What to do:
In the entries below, find each line bearing the string "Charles" and copy it.

BEGIN Source data

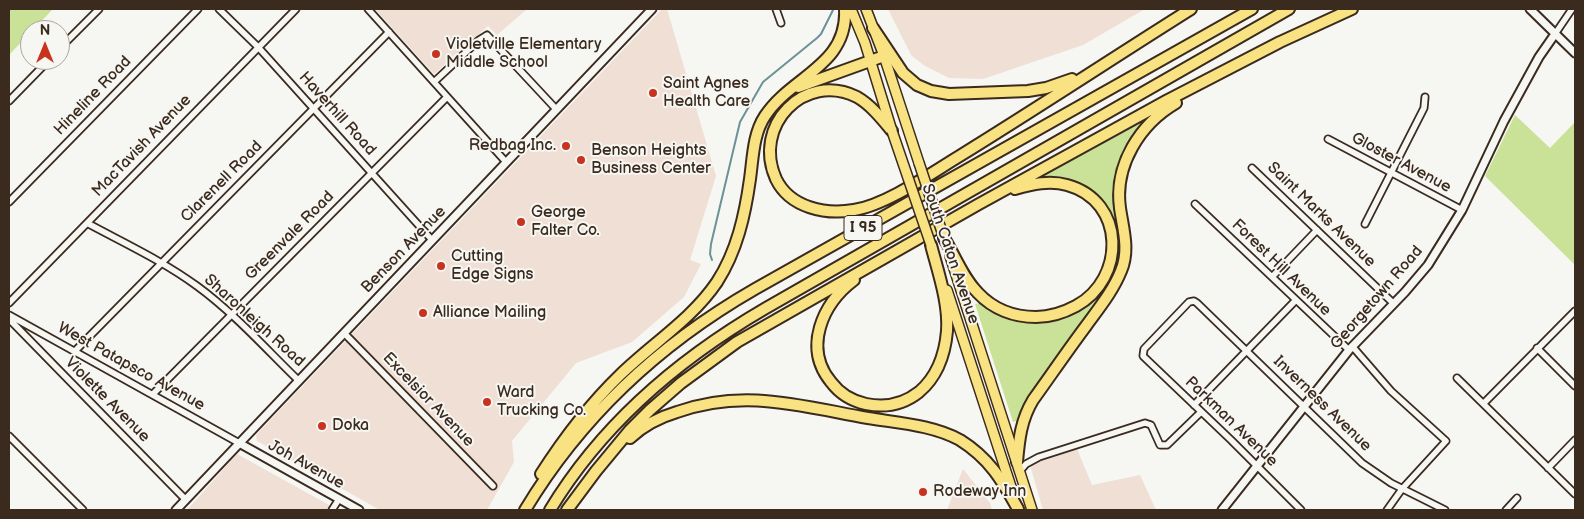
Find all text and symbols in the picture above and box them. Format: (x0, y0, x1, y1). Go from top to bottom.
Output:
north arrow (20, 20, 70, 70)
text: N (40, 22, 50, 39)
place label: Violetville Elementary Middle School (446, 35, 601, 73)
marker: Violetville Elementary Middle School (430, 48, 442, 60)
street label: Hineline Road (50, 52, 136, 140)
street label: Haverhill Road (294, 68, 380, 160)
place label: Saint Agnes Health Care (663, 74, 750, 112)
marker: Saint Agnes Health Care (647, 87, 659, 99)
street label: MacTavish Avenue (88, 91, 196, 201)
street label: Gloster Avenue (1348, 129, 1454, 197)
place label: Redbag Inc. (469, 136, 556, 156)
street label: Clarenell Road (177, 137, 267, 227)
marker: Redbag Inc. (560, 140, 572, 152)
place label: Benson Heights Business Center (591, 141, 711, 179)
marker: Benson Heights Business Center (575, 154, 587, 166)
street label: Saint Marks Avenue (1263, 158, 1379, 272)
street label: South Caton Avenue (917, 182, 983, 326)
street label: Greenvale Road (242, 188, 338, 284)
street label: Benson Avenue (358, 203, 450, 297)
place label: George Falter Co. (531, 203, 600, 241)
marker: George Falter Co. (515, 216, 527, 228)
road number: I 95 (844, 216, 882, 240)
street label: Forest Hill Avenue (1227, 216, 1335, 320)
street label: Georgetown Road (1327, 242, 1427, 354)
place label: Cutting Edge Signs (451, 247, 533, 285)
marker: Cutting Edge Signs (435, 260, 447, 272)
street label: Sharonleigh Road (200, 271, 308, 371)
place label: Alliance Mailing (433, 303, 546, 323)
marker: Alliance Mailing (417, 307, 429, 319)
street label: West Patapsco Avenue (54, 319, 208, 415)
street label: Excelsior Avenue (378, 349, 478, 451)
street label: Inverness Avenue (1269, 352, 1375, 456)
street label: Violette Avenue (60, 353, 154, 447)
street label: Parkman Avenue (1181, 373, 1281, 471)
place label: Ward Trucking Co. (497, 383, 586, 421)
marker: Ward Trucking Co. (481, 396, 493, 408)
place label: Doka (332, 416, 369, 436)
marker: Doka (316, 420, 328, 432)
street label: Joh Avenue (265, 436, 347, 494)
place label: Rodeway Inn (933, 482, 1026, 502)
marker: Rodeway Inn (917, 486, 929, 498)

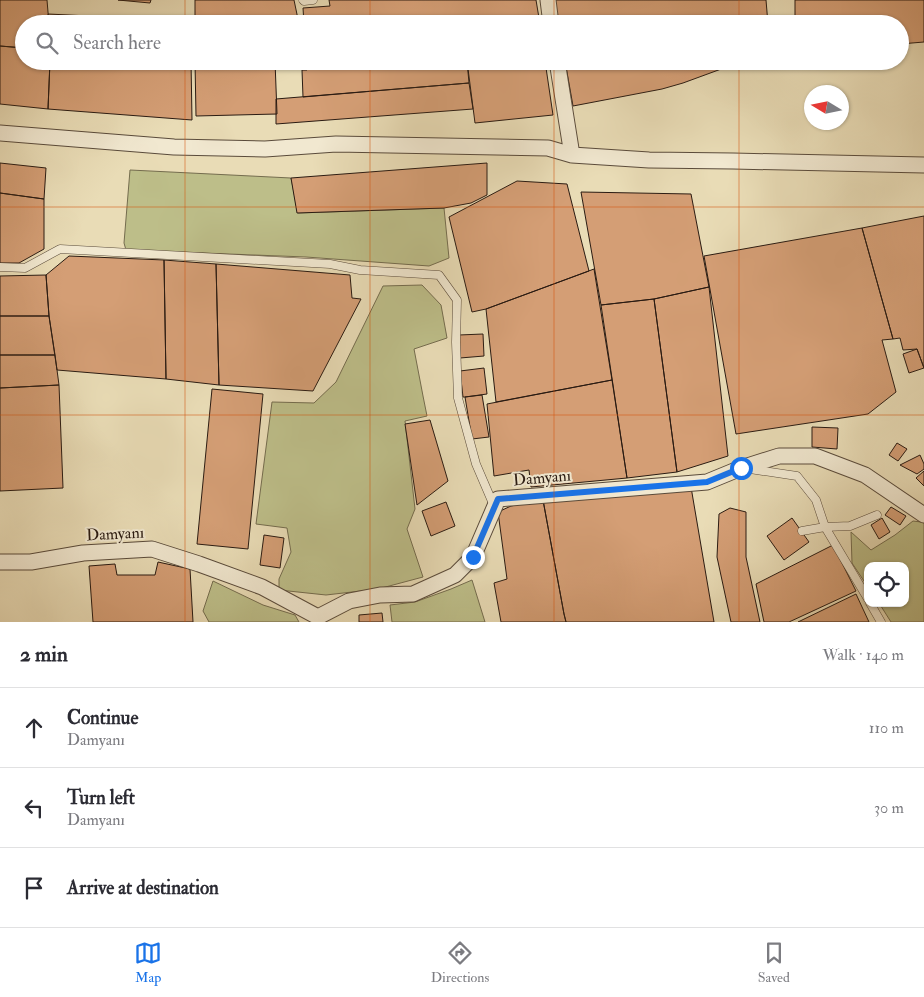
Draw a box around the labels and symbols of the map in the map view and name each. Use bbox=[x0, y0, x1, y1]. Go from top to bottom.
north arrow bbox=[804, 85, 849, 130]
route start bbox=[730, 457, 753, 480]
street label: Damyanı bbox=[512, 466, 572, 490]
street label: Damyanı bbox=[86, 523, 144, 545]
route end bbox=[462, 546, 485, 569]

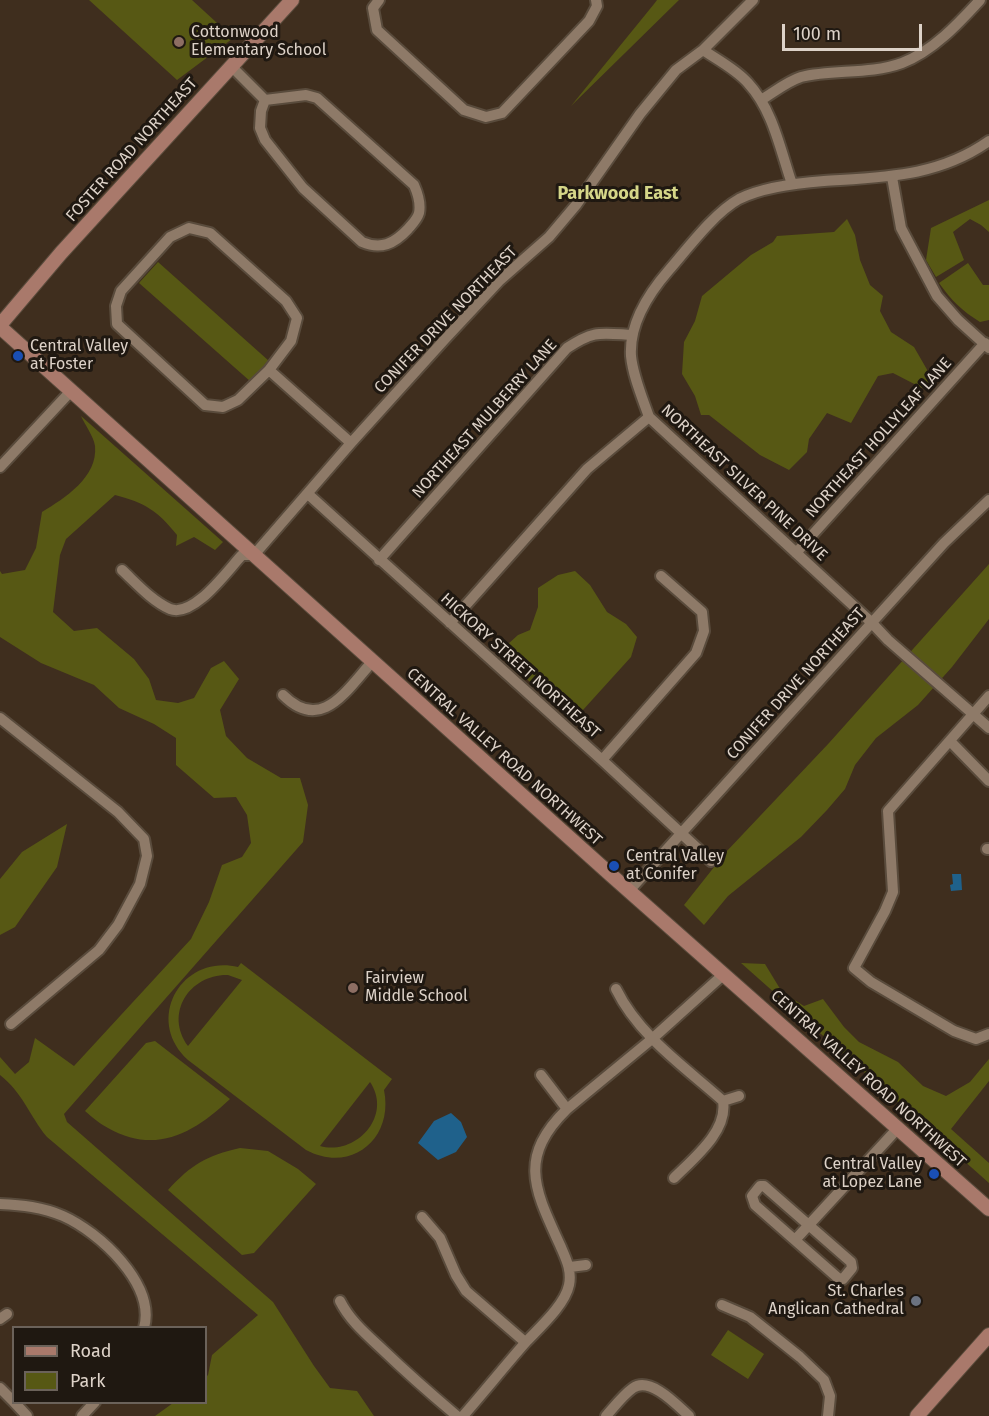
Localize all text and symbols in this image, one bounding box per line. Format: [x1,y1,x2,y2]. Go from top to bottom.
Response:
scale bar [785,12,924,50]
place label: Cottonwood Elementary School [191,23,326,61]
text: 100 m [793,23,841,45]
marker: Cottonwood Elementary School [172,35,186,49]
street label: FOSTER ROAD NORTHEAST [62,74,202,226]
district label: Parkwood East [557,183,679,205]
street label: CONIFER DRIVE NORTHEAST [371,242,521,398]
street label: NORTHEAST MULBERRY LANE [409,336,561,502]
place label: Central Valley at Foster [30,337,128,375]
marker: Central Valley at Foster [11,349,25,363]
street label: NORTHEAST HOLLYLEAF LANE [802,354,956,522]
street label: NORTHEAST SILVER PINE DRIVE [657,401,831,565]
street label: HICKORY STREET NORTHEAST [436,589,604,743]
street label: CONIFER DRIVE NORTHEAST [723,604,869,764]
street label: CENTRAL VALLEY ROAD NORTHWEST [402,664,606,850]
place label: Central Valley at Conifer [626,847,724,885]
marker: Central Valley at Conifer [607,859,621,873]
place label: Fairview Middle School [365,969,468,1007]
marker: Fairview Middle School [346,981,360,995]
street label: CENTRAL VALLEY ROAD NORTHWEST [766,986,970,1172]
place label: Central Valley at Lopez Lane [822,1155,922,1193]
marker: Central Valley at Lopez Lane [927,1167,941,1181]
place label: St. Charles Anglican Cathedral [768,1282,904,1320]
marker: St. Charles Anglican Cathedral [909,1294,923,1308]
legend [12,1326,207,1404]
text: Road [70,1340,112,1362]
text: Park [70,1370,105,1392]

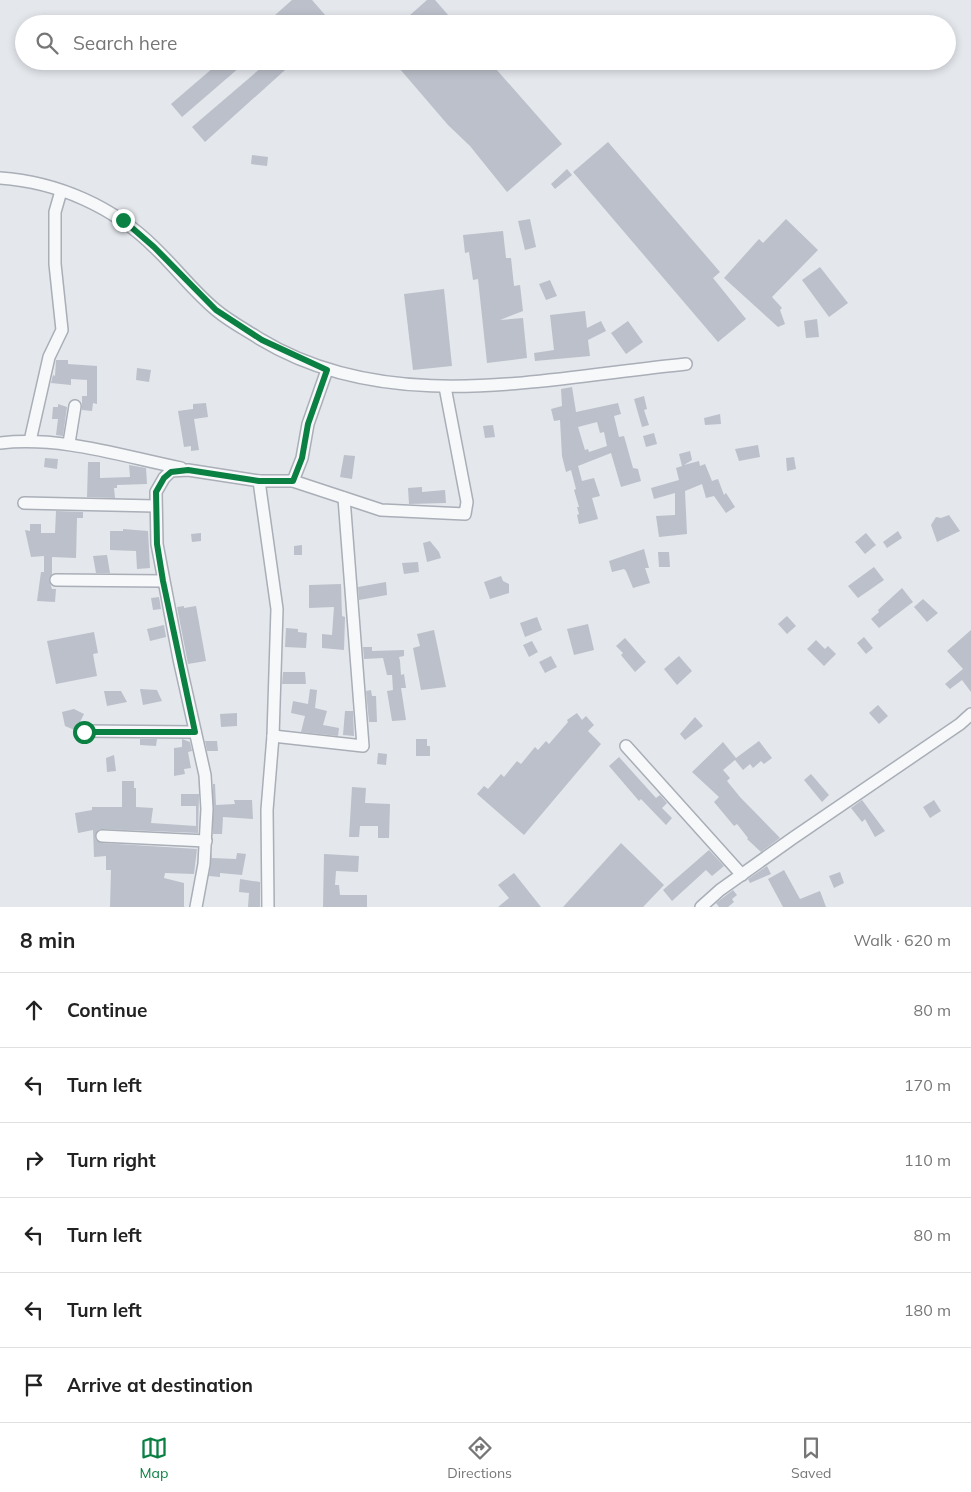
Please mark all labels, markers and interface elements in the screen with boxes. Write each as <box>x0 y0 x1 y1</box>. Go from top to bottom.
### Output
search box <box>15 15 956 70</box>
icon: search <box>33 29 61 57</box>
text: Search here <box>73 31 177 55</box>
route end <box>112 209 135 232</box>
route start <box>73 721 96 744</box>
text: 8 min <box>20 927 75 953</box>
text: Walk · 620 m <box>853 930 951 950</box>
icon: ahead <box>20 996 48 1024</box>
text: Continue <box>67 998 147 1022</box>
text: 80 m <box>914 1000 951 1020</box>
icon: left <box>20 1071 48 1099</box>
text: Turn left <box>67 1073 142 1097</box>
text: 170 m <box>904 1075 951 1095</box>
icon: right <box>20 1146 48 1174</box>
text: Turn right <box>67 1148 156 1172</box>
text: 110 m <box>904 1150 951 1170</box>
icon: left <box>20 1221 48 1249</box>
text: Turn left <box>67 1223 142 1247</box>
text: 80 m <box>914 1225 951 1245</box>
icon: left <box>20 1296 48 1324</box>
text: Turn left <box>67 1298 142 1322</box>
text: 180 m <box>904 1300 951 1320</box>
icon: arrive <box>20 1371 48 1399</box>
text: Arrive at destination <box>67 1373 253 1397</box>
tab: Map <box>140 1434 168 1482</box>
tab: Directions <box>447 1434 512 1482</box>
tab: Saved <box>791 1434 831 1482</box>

END Source data

Reply:
place label: St. Charles Anglican Cathedral [768,1282,904,1320]
marker: St. Charles Anglican Cathedral [909,1294,923,1308]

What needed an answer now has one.